Sensiz sabaha uyanırsam ömrümün arta kalanında.
Gözlerin benden başkasına bakarsa,
Zihninde benden başka simalar olursa,
Benden başkasına şarkılar söylersen geceleri,
Bi başkasını sararsa kolların..
Ya bir daha dönmezsen geri.
Kim sevecek içimdeki o ufacık veledi..


10.06.10 

Kelebek

Kelebek misali sana olan aşkım,
Kim yaklaşsa bana senden başka,
İnciteceğinden korkar, kaçarım.

Bir gündür ya hani kelebeklerin ömrü,

Her gece tükenirimde sensizlikten,
Sabaha yine seninle başlarım.


25.05.10

Sen.

Yüzün..
Yüzün bir güneş misali,
Baktığımda gözlerimi kamaştıran,
Güldüğünde dünyamı aydınlatan.

Gözlerin..
Gözlerin sanki..bir okyanus gibi,
Ucu bucağı olmayan,
Baktıkça daha da derinleşen,
Bi başkasına baktığında, kalbimi deşen..

Ellerin..
Ellerin ise, benim küçük
Ufacık dünyam onlar.
Korktuğumda saklanabileceğim,
Tek güvenebileceğim yer ellerin.

22.05.10
Ben bir resim yaptım. Beyazdı boyam; siyah bir tuval kullandım. Üç gözlü cerenler çizdim, cerenlerin gözlerini ahlaksızca boyadım. Üç ceren vardı; üçer gözlü. Toplam dokuz göz; dördünü senle bana ayırdım; beş tanesini toğrağa gömdüm, suladım.
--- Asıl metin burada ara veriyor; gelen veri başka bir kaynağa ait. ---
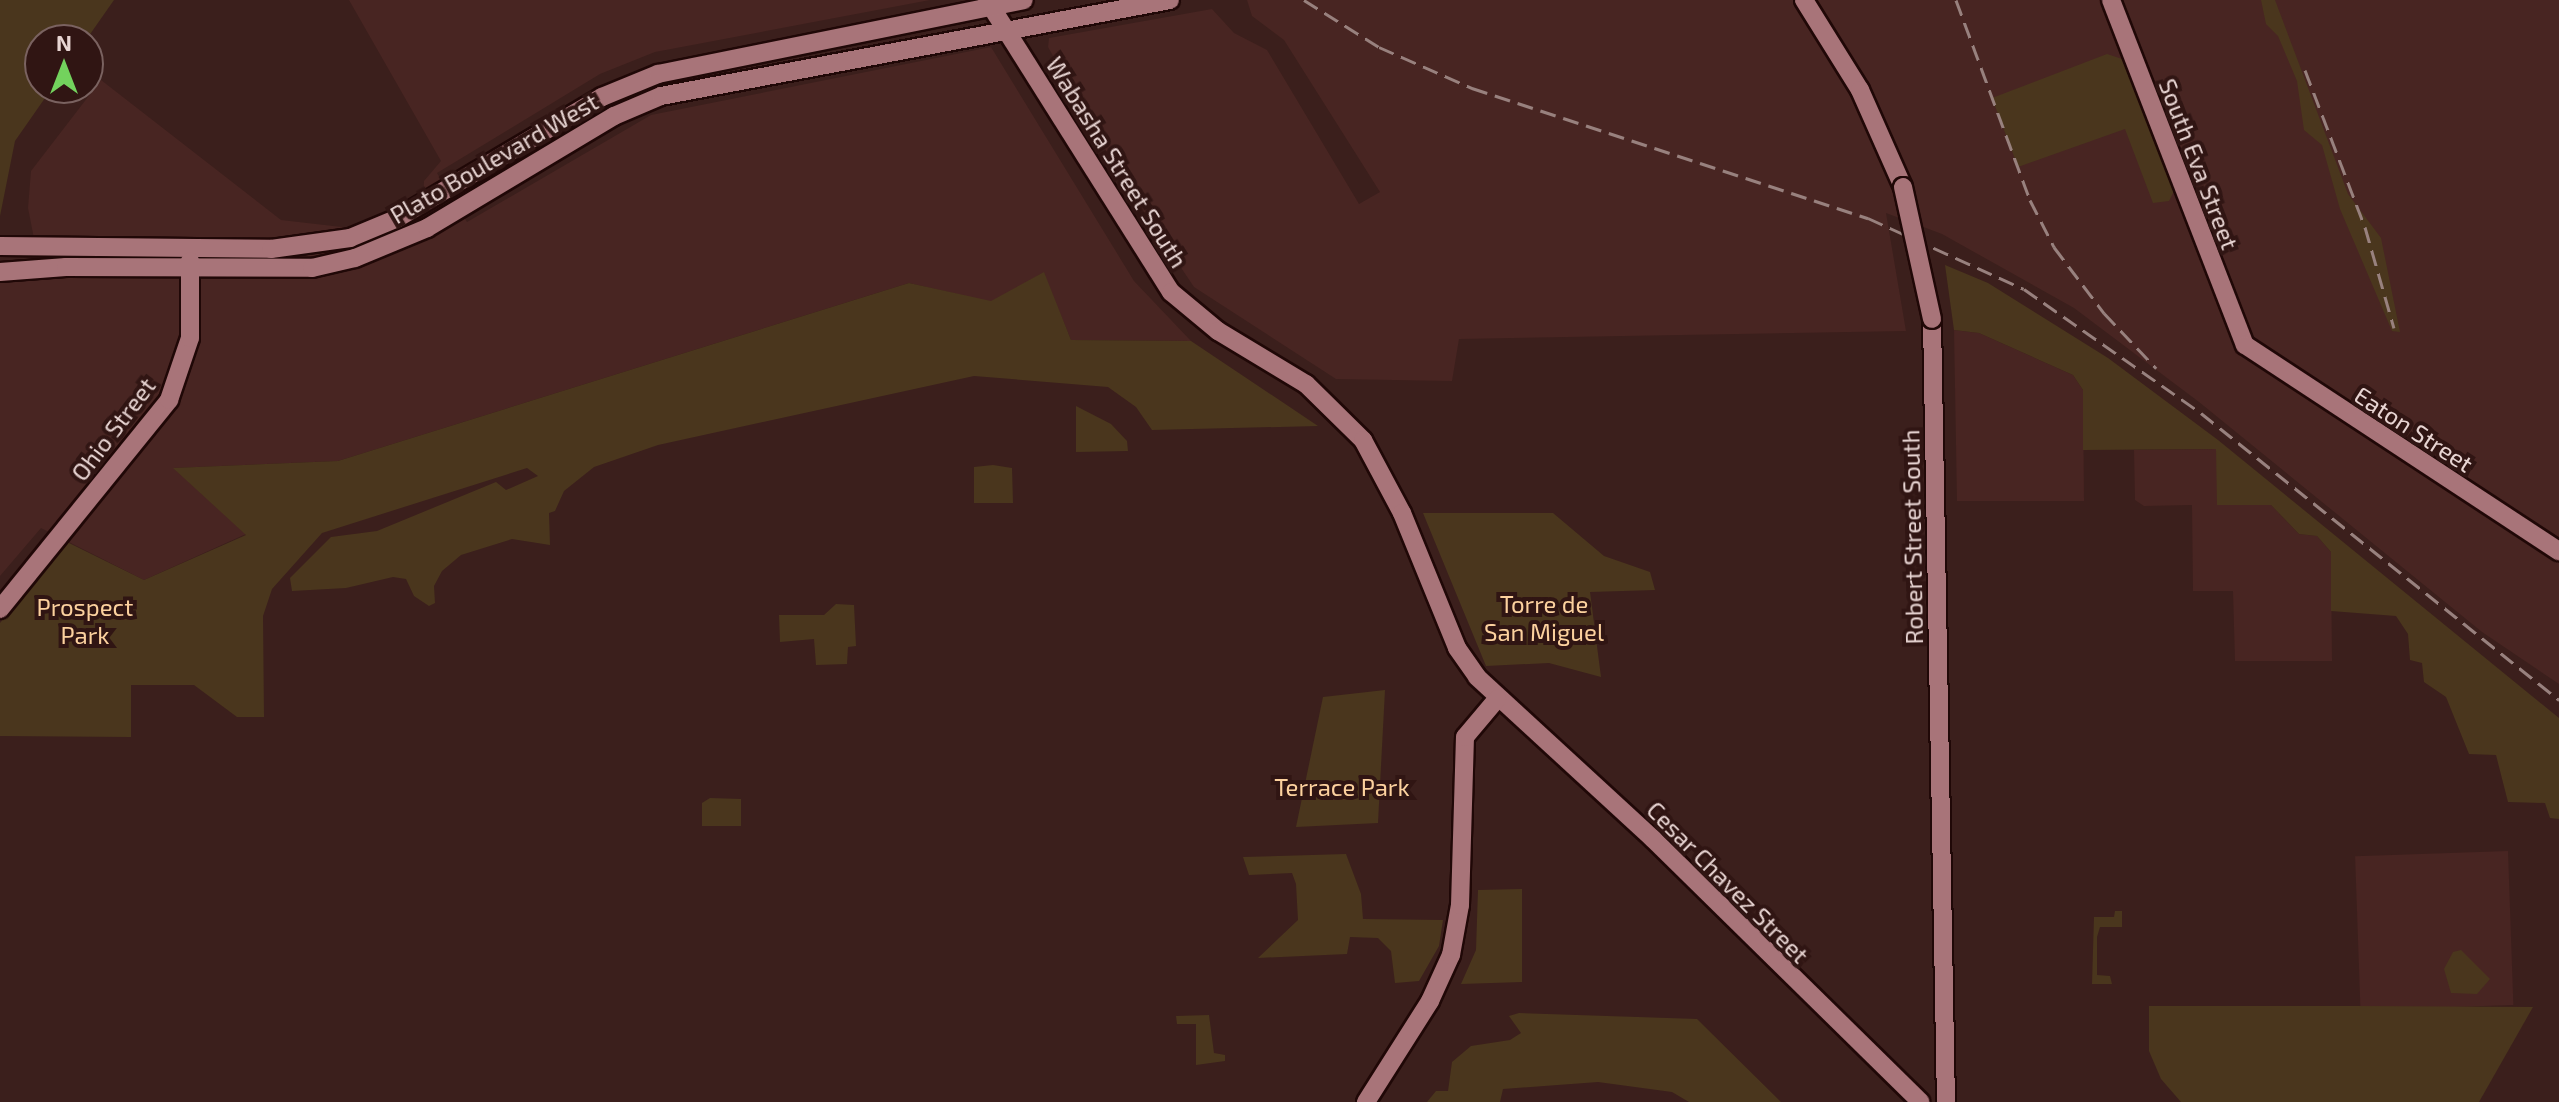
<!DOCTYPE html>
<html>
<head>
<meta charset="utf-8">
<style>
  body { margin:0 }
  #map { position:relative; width:2559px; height:1102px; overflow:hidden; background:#3b1f1c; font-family:"Exo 2",sans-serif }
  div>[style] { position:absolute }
  .built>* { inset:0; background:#482522; transform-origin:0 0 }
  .green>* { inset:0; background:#4a361d }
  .roads { filter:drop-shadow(2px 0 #200807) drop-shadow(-2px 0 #200807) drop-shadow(0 2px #200807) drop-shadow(0 -2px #200807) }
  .secondary>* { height:18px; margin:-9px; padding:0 9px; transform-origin:9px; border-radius:9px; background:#a87479 }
  .rail>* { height:3px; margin-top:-1.5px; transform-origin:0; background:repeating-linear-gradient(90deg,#98817e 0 16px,transparent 0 24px) }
  .bridges { filter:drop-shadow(2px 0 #200807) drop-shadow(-2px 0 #200807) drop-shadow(0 2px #200807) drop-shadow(0 -2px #200807) }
  .secondary-bridge>* { height:18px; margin:-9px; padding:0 9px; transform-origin:9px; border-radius:9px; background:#a87479 }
  span { translate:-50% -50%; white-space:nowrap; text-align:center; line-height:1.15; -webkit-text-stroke:8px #301513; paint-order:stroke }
  .street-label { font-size:24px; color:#e8d5d3 }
  .park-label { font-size:24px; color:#fcd19e }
  .north { position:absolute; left:24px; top:24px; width:80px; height:80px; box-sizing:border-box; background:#301513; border:2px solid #7a6260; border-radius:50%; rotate:0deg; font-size:22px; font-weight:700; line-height:32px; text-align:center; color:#e8d5d3 }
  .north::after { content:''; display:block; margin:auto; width:28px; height:36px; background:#73d25d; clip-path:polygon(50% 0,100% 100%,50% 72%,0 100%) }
</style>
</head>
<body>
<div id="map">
  <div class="built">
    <div style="clip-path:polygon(349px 0,930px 0,655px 52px,600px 74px,437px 173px,467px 222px,651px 115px,991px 47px,1134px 281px,1191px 341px,1071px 340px,1043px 273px,991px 302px,909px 283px,338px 461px,174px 468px,246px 534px,144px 580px,41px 528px,0 576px,0 282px,42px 279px,28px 208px,31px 171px,101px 80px,281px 220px,359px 229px,423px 200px,424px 181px,441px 161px)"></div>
    <div style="clip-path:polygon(1247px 0,2559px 0,2559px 684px,2482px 632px,2199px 402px,2074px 308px,1942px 234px,1886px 213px,1906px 331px,1459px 339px,1452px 381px,1336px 379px,1194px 287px,1123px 181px,1048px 47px,1049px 38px,1212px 9px,1234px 33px,1267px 50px,1359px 204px,1380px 192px,1284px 40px,1252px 16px)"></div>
    <div style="clip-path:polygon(1954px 330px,1979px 333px,2073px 375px,2083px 390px,2084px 501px,1957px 501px)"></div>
    <div style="clip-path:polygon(2217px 449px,2218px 505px,2271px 505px,2299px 534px,2317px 536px,2331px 552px,2332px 661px,2235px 661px,2233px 591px,2193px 591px,2192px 505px,2144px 506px,2135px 500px,2134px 450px)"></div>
    <div style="left:2508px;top:851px;width:154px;height:153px;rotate:88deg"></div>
  </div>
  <div class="green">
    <div style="clip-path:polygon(0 0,114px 0,86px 40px,40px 40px,40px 88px,52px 88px,15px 141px,0 216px)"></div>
    <div style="clip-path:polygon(2261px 0,2275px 0,2348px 194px,2381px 238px,2400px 332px,2392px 331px,2340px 209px,2322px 145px,2304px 130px,2297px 81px,2278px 36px,2266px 24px)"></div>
    <div style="clip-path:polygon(2107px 54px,2122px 59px,2174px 191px,2169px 201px,2153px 203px,2125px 129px,2018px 167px,1992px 98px)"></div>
    <div style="clip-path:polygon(1945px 265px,1988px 283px,2108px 358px,2218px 440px,2559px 718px,2559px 819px,2550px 818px,2545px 803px,2508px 802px,2496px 755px,2469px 754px,2446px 697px,2424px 682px,2422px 663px,2410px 660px,2408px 634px,2396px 616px,2331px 611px,2331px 552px,2317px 536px,2299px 534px,2271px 505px,2217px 505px,2216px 449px,2083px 450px,2083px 390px,2073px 375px,1979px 333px,1954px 330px)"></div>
    <div style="clip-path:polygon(1044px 272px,1071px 340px,1191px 341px,1318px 426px,1152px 430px,1136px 407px,1108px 387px,974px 376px,658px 445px,594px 467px,564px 491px,555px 511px,549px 513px,550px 545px,512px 539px,461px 555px,442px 571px,434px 586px,435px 603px,429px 606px,414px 596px,406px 579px,393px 577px,346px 588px,292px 591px,290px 578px,331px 537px,377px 531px,496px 482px,506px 490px,538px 476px,527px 468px,322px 533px,272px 589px,263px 616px,264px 717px,237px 717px,194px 685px,131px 685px,131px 737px,0 736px,0 623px,67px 542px,144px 580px,246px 535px,173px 468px,338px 461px,909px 283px,991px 301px)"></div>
    <div style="clip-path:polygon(1076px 406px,1111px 424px,1127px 441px,1128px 451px,1076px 452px)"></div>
    <div style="clip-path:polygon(993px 465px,1012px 468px,1013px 503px,974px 503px,974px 467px)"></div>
    <div style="clip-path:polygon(1423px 513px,1553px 513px,1604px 556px,1650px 572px,1655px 590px,1590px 592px,1601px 677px,1549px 663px,1486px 666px)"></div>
    <div style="clip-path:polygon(836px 604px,854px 605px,856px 646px,848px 647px,847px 664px,816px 665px,814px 639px,780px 642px,779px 615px,824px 615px)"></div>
    <div style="clip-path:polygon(1385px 690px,1378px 823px,1296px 827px,1323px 697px)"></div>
    <div style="clip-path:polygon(710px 798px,741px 799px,741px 826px,702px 826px,702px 803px)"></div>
    <div style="clip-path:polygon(1346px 854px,1361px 894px,1363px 919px,1443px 920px,1439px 946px,1419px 981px,1395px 983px,1391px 951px,1378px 938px,1350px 937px,1347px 954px,1258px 958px,1298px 920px,1296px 884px,1292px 873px,1249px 875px,1243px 857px)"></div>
    <div style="clip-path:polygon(1522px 889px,1522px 982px,1461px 984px,1476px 950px,1478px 890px)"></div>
    <div style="clip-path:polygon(2115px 911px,2122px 911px,2122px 927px,2100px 927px,2097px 937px,2097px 975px,2110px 976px,2112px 984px,2092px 984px,2094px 917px,2114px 917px)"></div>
    <div style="clip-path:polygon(2461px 950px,2490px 979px,2477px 994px,2451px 993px,2444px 969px,2453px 952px)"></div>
    <div style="clip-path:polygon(2149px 1006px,2358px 1006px,2533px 1007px,2479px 1102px,2181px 1102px,2161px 1079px,2149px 1051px)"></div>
    <div style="clip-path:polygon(1519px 1013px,1697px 1019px,1781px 1102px,1689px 1102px,1672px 1092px,1598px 1082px,1503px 1089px,1500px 1102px,1427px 1102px,1436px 1091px,1448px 1091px,1452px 1062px,1471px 1046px,1510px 1040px,1521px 1033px,1509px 1016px)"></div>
    <div style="clip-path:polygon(1209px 1015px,1214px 1053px,1225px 1055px,1225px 1061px,1196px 1065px,1196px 1024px,1177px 1024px,1176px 1016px)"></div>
  </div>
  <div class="roads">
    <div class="secondary">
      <div style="left:987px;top:0;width:345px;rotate:57.8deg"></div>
      <div style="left:1171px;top:292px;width:61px;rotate:39.7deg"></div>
      <div style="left:1218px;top:331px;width:103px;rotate:31.1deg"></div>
      <div style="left:1306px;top:384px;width:80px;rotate:44.5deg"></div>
      <div style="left:1363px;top:440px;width:83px;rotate:61.9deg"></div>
      <div style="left:1402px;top:513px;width:146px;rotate:67.8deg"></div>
      <div style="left:1457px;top:648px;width:35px;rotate:55deg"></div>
      <div style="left:1477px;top:677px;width:239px;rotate:42.6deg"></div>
      <div style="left:1653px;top:839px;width:375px;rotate:44.5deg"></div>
      <div style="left:1804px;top:0;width:106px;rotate:58.1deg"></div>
      <div style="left:1860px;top:90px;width:106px;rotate:66.1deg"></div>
      <div style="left:2111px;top:0;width:370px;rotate:68.8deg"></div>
      <div style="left:2245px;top:345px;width:376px;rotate:33.3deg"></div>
      <div style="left:0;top:246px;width:271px;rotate:0.6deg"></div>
      <div style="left:271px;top:249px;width:80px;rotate:-7.9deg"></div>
      <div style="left:350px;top:238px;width:52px;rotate:-22.6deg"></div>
      <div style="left:398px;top:218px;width:237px;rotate:-30.7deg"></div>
      <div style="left:602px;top:97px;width:61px;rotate:-22.3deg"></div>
      <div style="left:658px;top:74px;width:373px;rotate:-11.4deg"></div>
      <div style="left:0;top:272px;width:66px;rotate:-4.3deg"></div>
      <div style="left:66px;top:267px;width:246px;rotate:0.2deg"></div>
      <div style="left:312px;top:268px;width:44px;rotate:-13.1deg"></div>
      <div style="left:355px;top:258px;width:78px;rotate:-22.6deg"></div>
      <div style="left:427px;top:228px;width:218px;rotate:-30.9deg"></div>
      <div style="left:614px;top:116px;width:51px;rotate:-23.1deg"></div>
      <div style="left:661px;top:96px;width:518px;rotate:-10.68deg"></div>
      <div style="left:1932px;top:319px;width:783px;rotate:88.98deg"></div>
      <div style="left:0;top:609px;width:269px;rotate:-51deg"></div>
      <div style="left:169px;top:400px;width:65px;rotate:-71.3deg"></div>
      <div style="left:190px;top:338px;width:77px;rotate:-90deg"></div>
      <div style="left:1366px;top:1102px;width:120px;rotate:-57.6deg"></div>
      <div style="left:1430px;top:1001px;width:51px;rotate:-65.5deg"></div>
      <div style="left:1451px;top:955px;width:51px;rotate:-79.8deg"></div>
      <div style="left:1460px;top:905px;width:168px;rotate:-88.3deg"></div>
      <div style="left:1465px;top:737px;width:50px;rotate:-49.9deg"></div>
    </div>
  </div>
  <div class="rail">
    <div style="left:1304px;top:0;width:89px;rotate:32.1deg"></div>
    <div style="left:1379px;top:47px;width:102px;rotate:23.8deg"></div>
    <div style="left:1472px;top:88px;width:417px;rotate:18.2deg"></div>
    <div style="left:1868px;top:218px;width:171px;rotate:24.5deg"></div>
    <div style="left:2024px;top:289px;width:216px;rotate:35deg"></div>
    <div style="left:2201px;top:413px;width:459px;rotate:38.7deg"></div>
    <div style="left:1956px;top:0;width:213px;rotate:69.7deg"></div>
    <div style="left:2030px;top:200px;width:53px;rotate:62.9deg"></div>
    <div style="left:2054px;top:247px;width:83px;rotate:52.9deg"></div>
    <div style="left:2104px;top:313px;width:76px;rotate:46.6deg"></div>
    <div style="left:2305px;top:70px;width:168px;rotate:69.1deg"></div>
    <div style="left:2365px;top:227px;width:105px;rotate:74deg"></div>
  </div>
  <div class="bridges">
    <div class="secondary-bridge">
      <div style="left:1903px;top:187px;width:135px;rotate:77.6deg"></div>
    </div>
  </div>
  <div class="street-label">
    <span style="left:494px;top:158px;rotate:-30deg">Plato Boulevard West</span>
    <span style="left:1117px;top:162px;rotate:58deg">Wabasha Street South</span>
    <span style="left:2199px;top:164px;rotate:69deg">South Eva Street</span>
    <span style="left:113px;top:429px;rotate:-53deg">Ohio Street</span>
    <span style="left:2414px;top:429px;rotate:33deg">Eaton Street</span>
    <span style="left:1912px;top:537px;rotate:-91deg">Robert Street South</span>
    <span style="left:1728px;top:882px;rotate:45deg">Cesar Chavez Street</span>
  </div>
  <div class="park-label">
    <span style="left:1544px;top:618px">Torre de<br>San Miguel</span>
    <span style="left:85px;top:621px">Prospect<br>Park</span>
    <span style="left:1342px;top:787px">Terrace Park</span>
  </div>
  <div class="north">N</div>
</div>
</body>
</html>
Ben bir heykel tıraşladım. Çelikti malzemem; tahtadan, sapı plastik bir çekiç kullandım. Üç ağızlı tanrılar yarattım, tanrıların ağızlarını kumaştan rujlarla kapattım. Üç tanrı vardı; üçer ağızlı. Toplam dokuz ağız; ikisini senle bana ayırdım; yedi tanesini çöpe attım.

Ben bir şiir yazdım. İçinde kurşun yoktu kalemimin; kağıt yerine evimin duvarlarına yakınlaştım. Üç kelimeden oluşan mısralar yakaladım, mısraların kafiyelerini serbest yalnızlık ilkesine bağladım. Üç kelime vardı; üçer özneli. Toplam dokuz özne; ikisini seninle benim ayrılığımıza ayırdım; geri kalanları azınlıklara dağıttım.

Ben bir aşk yaşadım. Sahiciydi kalbim; ölümüne güzel bir hayat kullandım. Üçüncü kişiyi, yani senin aşık olduğun o insanı sana olan bağımlılığımla kutsadım. Onun da belki bir üçüncü kişisi vardı; üçüncü kişilere düşkün. Toplam milyarlarca ilişki, milyarlarca ihanet ve tutku; bir tanesini kendime ayırdım; seninle onu, gitmeniz için ansızın serbest bıraktım.